Raised from age 6 to 14 on a small homestead, with hunting, fishing, and outdoor skills learned
First taste of 'real' prepping, at 9-years old in the 1962 Cuban Missile Crisis
More awareness at 14-years old in 1967 when we moved on top of the New Madrid Seismic Zone
Became a full time prepper at age 18 in 1971

Been at it ever since. It is a lifestyle more than anything, though it is also something of a hobby.


----------



## ContinualHarvest (Feb 19, 2012)

Grew up fishing, hunting and gardening. Just continued to do so. 
About 5 years ago I learned how to make wine and beer (liquid bread). Also, learned how to pressure can and preserve foods. 
It's saved our family a lot of money and helped us get through some hard times.


----------



## Magus (Dec 1, 2008)

1983.I realized mankind was going to hit the reset button eventually.


----------



## lovetogrow (Jan 25, 2011)

Grew up poor and learned to make do with what we had. We hunted, harvested, cooked on a wood stove, hauled our water and had no electricity to speak of. Never thought as a kid we were ‘poor’ though. It was just a good, hard working family life in my experience.

Raised my kids on a whole lot of acres that we hunted, fished, harvested and gardened. Canned, froze and dried just about everything for the table year round. Had friends and neighbors who supplied us with our poultry and beef and some dairy year round. 

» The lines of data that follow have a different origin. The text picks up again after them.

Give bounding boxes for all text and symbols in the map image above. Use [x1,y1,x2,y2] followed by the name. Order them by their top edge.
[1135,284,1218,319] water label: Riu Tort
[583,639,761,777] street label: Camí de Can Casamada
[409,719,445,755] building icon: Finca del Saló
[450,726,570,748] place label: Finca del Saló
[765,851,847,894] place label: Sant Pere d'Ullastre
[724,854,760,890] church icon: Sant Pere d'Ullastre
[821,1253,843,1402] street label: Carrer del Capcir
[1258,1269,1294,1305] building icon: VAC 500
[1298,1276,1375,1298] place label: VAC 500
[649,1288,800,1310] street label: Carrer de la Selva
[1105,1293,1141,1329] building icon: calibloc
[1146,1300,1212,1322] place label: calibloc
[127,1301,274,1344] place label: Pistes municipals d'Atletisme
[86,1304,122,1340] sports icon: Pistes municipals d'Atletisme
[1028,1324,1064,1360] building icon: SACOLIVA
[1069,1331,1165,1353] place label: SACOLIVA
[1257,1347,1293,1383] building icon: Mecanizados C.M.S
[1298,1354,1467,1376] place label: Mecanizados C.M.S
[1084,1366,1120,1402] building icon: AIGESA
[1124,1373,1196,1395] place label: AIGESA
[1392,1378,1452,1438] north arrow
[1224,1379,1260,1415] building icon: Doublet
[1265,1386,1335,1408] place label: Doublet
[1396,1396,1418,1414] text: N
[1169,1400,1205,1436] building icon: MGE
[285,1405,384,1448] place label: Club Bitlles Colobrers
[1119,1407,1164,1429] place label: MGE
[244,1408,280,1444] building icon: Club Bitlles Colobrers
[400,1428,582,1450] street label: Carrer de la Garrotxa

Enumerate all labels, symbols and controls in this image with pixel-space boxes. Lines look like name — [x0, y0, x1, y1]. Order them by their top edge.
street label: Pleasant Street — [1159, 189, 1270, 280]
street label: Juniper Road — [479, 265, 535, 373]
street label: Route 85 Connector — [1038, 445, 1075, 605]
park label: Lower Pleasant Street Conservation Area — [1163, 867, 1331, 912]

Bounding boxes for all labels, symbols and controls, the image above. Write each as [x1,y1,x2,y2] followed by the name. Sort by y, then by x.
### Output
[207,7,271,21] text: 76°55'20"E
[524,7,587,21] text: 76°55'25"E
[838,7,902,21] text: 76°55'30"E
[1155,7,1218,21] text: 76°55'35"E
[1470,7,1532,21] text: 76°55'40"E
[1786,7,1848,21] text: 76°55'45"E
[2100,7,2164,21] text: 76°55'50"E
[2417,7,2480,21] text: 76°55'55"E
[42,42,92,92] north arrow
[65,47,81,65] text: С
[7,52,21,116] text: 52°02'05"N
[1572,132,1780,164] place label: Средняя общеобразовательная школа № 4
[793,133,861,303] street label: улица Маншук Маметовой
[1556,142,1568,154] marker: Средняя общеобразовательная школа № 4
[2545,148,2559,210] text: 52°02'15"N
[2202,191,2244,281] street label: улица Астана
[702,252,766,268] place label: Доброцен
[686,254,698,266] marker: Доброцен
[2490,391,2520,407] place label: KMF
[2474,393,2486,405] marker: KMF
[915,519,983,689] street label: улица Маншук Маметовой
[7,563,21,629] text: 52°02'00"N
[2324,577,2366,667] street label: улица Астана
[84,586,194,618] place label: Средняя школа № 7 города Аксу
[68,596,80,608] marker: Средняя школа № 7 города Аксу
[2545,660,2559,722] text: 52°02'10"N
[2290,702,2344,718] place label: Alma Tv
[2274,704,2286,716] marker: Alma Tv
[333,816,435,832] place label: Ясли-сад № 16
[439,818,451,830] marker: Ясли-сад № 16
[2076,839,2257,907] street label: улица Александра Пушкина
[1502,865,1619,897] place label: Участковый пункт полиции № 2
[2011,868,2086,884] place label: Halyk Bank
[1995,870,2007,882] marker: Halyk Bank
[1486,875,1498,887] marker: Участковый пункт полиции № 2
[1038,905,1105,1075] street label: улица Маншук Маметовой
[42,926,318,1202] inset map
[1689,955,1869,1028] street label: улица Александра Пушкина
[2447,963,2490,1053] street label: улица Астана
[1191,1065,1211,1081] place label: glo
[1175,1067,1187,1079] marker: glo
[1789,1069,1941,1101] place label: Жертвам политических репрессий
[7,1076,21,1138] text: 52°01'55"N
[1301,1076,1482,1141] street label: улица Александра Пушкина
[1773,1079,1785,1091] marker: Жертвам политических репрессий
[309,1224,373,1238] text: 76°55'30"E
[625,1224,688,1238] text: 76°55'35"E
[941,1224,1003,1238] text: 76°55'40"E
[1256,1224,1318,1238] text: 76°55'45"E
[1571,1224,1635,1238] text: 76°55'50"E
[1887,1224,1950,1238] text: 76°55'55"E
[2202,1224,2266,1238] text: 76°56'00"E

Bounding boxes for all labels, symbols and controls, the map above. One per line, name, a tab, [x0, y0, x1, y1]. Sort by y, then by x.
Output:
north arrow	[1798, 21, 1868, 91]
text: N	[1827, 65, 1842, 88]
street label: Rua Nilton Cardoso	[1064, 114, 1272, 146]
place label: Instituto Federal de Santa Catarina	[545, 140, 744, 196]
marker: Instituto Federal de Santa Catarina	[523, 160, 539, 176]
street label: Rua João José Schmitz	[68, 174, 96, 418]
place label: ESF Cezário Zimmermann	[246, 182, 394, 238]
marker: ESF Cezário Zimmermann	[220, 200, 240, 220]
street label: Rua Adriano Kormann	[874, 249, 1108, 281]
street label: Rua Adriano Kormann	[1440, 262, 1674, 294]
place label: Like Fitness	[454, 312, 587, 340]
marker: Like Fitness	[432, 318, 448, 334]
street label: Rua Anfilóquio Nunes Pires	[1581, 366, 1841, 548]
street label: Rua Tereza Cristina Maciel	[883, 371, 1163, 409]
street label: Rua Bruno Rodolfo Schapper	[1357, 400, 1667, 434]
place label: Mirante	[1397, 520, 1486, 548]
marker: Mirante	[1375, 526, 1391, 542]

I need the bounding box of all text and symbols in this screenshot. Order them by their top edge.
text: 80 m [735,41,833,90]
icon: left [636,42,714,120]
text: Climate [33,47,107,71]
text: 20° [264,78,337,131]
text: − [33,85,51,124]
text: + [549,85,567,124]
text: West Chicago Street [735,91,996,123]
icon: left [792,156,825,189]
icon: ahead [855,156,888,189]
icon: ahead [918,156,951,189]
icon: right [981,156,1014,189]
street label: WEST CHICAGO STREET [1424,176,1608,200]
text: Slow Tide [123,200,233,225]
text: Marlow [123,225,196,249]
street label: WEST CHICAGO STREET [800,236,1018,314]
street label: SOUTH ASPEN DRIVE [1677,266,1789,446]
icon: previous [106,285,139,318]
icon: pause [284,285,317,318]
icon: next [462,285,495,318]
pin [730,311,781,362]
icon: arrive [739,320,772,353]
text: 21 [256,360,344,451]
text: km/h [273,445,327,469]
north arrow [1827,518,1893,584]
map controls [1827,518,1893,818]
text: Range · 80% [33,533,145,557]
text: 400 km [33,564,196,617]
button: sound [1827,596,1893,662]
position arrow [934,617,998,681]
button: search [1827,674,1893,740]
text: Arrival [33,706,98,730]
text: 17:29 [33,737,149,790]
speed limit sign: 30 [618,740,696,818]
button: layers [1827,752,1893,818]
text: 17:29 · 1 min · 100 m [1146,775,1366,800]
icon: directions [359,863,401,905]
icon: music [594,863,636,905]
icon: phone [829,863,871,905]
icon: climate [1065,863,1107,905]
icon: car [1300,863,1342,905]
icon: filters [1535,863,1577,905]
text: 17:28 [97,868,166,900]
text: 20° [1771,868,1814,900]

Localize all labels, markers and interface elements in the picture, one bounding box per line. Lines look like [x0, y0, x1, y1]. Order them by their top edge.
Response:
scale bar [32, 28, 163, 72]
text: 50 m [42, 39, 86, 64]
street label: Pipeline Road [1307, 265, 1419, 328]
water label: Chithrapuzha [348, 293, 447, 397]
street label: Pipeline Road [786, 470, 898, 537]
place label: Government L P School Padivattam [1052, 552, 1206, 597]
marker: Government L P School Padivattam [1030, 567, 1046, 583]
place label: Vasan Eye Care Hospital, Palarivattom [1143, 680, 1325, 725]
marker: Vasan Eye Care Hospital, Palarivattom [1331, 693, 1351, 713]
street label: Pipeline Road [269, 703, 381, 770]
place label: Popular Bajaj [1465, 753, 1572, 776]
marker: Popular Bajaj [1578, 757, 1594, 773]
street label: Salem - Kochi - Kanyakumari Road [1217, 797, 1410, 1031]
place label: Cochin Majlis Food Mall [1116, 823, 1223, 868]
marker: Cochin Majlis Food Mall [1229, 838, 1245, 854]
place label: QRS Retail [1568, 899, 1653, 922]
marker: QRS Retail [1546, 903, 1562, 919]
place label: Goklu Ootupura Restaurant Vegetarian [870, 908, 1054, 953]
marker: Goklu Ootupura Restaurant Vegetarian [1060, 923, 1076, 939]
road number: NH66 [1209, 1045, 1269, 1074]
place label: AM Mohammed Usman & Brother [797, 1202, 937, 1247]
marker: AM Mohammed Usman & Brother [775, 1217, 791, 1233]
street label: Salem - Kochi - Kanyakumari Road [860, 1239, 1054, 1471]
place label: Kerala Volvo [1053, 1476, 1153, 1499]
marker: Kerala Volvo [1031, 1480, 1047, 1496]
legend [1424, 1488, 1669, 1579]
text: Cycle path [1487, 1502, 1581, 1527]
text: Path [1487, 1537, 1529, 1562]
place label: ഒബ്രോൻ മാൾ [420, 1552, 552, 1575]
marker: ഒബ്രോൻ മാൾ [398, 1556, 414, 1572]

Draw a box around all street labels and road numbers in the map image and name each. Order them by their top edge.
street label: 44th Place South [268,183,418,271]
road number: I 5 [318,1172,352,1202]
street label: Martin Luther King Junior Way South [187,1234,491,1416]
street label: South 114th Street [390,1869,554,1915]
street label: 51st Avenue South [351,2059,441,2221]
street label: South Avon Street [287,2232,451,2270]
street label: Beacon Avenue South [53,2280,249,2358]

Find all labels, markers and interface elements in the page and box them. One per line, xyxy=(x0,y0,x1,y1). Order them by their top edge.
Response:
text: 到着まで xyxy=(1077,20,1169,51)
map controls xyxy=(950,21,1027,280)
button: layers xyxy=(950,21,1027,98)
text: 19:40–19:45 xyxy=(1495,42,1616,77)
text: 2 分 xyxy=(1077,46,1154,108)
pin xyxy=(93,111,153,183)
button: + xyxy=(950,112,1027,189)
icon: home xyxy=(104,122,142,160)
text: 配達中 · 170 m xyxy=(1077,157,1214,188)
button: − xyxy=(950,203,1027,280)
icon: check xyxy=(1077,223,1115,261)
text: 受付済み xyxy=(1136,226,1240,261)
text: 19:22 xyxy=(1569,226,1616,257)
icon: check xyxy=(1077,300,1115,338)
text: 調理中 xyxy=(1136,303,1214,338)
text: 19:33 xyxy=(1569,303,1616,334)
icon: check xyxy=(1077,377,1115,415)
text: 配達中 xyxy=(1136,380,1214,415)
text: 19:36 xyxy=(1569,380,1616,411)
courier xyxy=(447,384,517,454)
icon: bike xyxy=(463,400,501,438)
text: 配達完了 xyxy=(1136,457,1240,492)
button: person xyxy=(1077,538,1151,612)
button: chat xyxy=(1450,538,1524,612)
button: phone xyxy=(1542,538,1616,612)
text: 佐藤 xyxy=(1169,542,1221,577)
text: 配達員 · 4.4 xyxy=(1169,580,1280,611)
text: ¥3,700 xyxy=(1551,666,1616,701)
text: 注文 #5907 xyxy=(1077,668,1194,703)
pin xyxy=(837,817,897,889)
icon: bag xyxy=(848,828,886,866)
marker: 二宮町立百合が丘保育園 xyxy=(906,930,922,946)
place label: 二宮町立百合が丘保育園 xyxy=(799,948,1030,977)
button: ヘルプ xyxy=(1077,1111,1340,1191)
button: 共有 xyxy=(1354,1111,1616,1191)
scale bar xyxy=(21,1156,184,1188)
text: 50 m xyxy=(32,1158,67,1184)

Now it’s just hubby and I and we have a BOL that we are slowly prepping for ourselves and family if need be.


----------



## lotsoflead (Jul 25, 2010)

we never stopped, just kept adding and improving what my folks had pre and post WW2.


----------



## readytogo (Apr 6, 2013)

I was born in a communist country, total Gov. control/rations, since we were not involved in the Gov. my father lose his job so we had to make it on our wits; family in the country side provided the raw materials to make hams, dry beef, that in turn we traded for other needed goods, actually we even traded with Gov. officials. I learn to preserved meats, fish, make sea salt, dig wells, and many trades related to survival and dealing with hard times. Our home in the city got flooded in a 1963 hurricane ;the house in the country got damage really bad, the entired family up in the hills working, learn a lot more working with the elders side by side. Moving to my new country was another birth day for me,6 year active duty gave me more knowledge; snow storms, dessert like terrain ,mountain living in the snow tornado in OK, swaps in LA ,hot prairies in TX, then Andrew in Miami, lots of knowledge and no regrets here but like I have stated before I don`t prepared for a dooms day scenario just for a natural event that brings a few discomforts to my old life and family. One very important lesson to share is try to live with out stress, do the best you can with what you have, keep it simple and read as mush as you can on this great Nation`s Past .


----------



## lotsoflead (Jul 25, 2010)

readytogo said:


> *I was born in a communist country, total Gov. control/rations, *since we were not involved in the Gov. my father lose his job so we had to make it on our wits; family in the country side provided the raw materials to make hams, dry beef, that in turn we traded for other needed goods, actually we even traded with Gov. officials. I learn to preserved meats, fish, make sea salt, dig wells, and many trades related to survival and dealing with hard times. Our home in the city got flooded in a 1963 hurricane ;the house in the country got damage really bad, the entired family up in the hills working, learn a lot more working with the elders side by side. Moving to my new country was another birth day for me,6 year active duty gave me more knowledge; snow storms, dessert like terrain ,mountain living in the snow tornado in OK, swaps in LA ,hot prairies in TX, then Andrew in Miami, lots of knowledge and no regrets here but like I have stated before I don`t prepared for a dooms day scenario just for a natural event that brings a few discomforts to my old life and family. One very important lesson to share is try to live with out stress, do the best you can with what you have, keep it simple and read as mush as you can on this great Nation`s Past .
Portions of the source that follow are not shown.